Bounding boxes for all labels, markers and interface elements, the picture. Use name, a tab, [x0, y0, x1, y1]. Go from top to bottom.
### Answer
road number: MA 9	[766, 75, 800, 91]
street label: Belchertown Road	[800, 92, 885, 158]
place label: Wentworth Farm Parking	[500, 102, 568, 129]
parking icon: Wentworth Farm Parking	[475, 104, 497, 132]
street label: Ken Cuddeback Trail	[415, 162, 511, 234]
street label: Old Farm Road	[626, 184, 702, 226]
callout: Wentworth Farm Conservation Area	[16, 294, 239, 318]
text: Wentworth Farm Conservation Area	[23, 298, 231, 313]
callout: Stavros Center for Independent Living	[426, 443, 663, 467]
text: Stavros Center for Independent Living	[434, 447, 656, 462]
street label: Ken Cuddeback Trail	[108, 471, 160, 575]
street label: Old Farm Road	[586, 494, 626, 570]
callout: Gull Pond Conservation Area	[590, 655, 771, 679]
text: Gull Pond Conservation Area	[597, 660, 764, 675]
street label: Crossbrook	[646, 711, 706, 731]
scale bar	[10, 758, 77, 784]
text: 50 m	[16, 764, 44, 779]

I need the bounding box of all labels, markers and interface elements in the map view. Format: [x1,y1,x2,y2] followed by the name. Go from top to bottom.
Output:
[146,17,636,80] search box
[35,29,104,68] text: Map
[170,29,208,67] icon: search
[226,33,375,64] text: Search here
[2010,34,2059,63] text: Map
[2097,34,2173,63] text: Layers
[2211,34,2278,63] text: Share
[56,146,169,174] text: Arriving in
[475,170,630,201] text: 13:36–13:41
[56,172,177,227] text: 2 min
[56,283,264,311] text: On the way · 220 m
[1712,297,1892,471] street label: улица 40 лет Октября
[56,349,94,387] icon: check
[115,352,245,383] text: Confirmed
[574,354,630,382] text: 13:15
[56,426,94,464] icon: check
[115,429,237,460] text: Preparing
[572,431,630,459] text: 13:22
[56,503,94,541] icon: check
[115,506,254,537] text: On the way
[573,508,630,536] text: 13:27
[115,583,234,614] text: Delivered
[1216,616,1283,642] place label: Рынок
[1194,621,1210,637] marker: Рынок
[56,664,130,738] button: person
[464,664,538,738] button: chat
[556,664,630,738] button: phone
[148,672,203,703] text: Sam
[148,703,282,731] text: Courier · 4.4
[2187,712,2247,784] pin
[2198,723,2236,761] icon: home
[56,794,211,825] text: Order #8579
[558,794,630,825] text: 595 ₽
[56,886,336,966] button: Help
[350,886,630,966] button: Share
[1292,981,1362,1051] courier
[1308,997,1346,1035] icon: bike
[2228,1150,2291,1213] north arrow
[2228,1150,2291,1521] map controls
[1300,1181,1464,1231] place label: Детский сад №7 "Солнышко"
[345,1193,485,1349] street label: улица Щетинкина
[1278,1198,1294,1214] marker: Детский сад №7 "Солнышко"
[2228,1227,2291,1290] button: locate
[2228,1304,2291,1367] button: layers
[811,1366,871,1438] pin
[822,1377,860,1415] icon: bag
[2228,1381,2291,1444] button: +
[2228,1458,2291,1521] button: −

+--

_Your instructions_.
Pick out every line of the listing containing the word "Center", and show those lines.

_Response area_.
callout: Stavros Center for Independent Living	[426, 443, 663, 467]
text: Stavros Center for Independent Living	[434, 447, 656, 462]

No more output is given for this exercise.